Why Adjunctification Does Not Improve Learning

Posted on 16:46 by Unknown
There's a recent study of professors at Northwestern University that purports to show that students of adjuncts there learn better than those of tenured faculty in introductory-level classes.  Jordan Weissmann at The Atlantic has extrapolated from this inconclusive study of one non-representative institution that adjuncts definitively make better teachers because they devote all their time to teaching, rather than research.  The implication he highlights, of course, is that adjunctification is all hunky-dory because it means better classroom instruction.  Others like Pan Kisses Kafka and William Pannapacker have already given this "pipsqueak" his due, but I can't let this go without offering my much less respected opinion.

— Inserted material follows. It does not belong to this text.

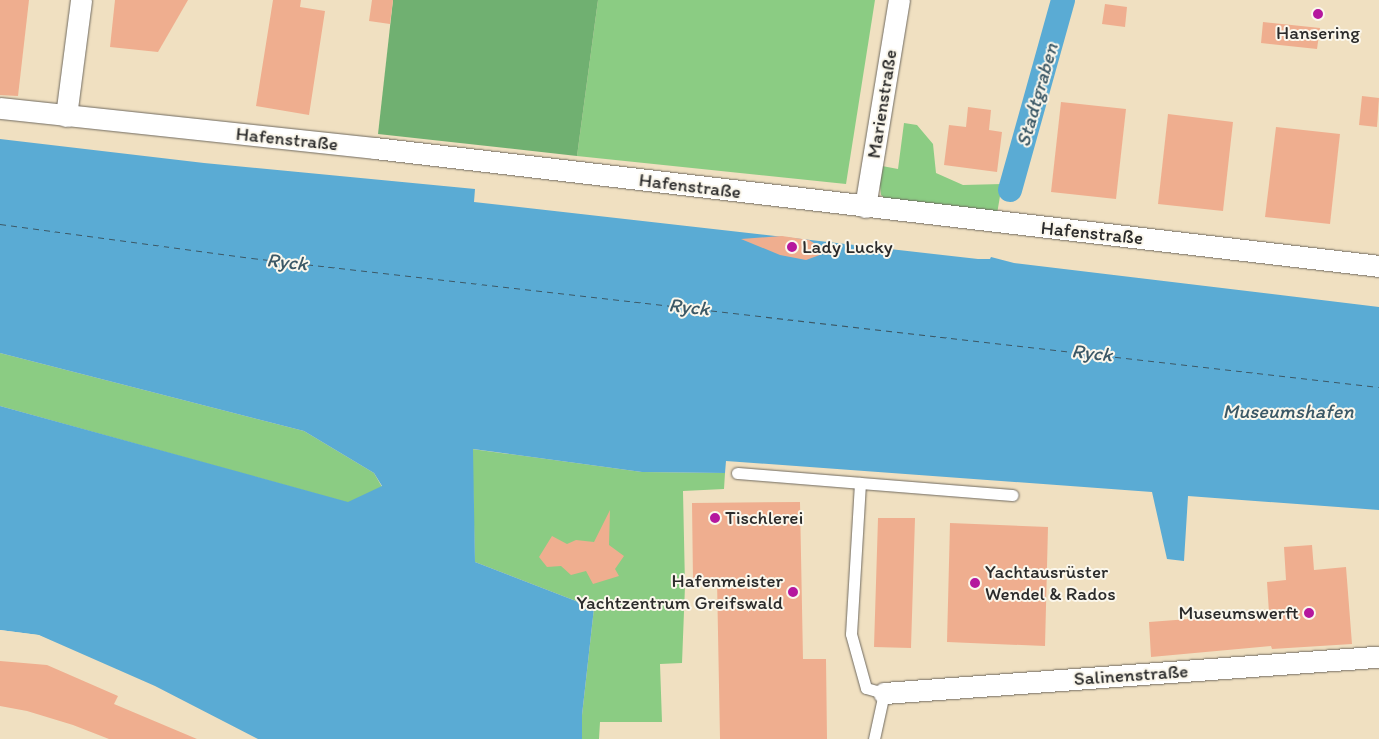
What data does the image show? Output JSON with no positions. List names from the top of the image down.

As someone who has taught as a TA and both on and off the tenure-track, I've seen that reality is a lot different than this.  In the first place, Weissmann bases his thoughts on the totally erroneous assumption that adjuncts and other contingent faculty aren't focused on research.  When I was a visiting assistant professor I spent two years busting my hump to get articles out in order to get a tenure-track job.  Perhaps more time consuming, I had to put together over thirty job applications a year, which was like its own part time job in itself.  During my second semester, I made the conscious decision to put my teaching on the back burner because if I didn't, I would not have been able to write the conference papers and publications necessary to get a better job.  My teaching suffered, but I had built up enough goodwill from my first semester that I knew I wouldn't lose my job, and the following summer I got an article accepted into a top journal that helped propel me on the job market to a tenure-track position.  A second article followed in the early fall, and I was able to put more emphasis on my teaching.  I felt horrible for short-changing my students that one semester, but it had to be done, and was a conscious choice that many adjuncts and "visitors" must make.

Despite those pressures, I've known many contingent faculty who were fantastic teachers.  Some of them were high school teachers who had retired or who were moonlighting, and so had a tremendous amount of classroom experience.  With the contraction of the tenure track job market, there were also a lot of folks who had the bona fides to be on the tenure track, but who had been done wrong by the system.  (I fancied myself one of these types.)  I published more in my two years as a visitor than many fullprofs in my department had done through their entire careers (giving lie to Weissmann's thesis, which only holds for research universities.)  I have multiple friends who have published well-received books with good presses while working as contingent faculty, and who also happen to be fine teachers.  Their abilities have nothing to do with having more time for teaching, and everything to do with the fact that they are talented people who ought to have better jobs.

Despite the number of great teachers off the tenure track, many of whom are simply better at their jobs than those with tenure, there are plenty who struggle.  Much of this has to do with the privations and stress of contingent work.  Many adjuncts must cobble together classes at multiple institutions, leaving them stretched thin and worn out from their commutes.  Others have to work side jobs to make ends meet, like a friend of mine who worked for a wine wholesaler while adjuncting four classes.  Like me, he had needed to do emergency dental work, and adjuncts and visitors alike at my institution did not have dental insurance.  The expense meant that he had to take additional work, and I had a great deal of added stress over finding a dentist I could afford who could help me.

By and large, adjuncts get little to no institutional support.  Many don't even have a desk or office space, or must use spaces that are humiliatingly shitty.  There is almost no mentorship for young contingent teachers, and often no oversight, either.  Along with the great contingent teachers I've known, I've seen others who were horribly irresponsible.  One I knew had carried on sexual relations with a former student (while she was still enrolled in the university) and once left for a week to attend a wedding, and had one of his students show films.  Another was totally unqualified to teach world history, and so merely read aloud from the textbook.  His evaluations were horrible (for the right reasons, this time) but he kept his job because the institution needed a warm body in the classroom.  My friends who busted their butts got so demoralized, since we were all paid the same amount of money, and all given the same amount of recognition: zilch.  It quickly became obvious that the only thing keeping me responsible in the classroom was my own conscience.  That is hardly a recipe for quality education, and certainly breeds feelings of cynicism and even despair among contingent faculty.

Adjunct labor is a system that is rotten to the core, and it's only getting worse.  Like all other wealthy industries, higher education wants workers who are powerless, replaceable, and above all, cheap.  That is the only real reason for the rise of contingent labor in the academy, and to imply that this is possibly a good thing and good for learning is sophistry, cant, and utter bullshit of the worst variety.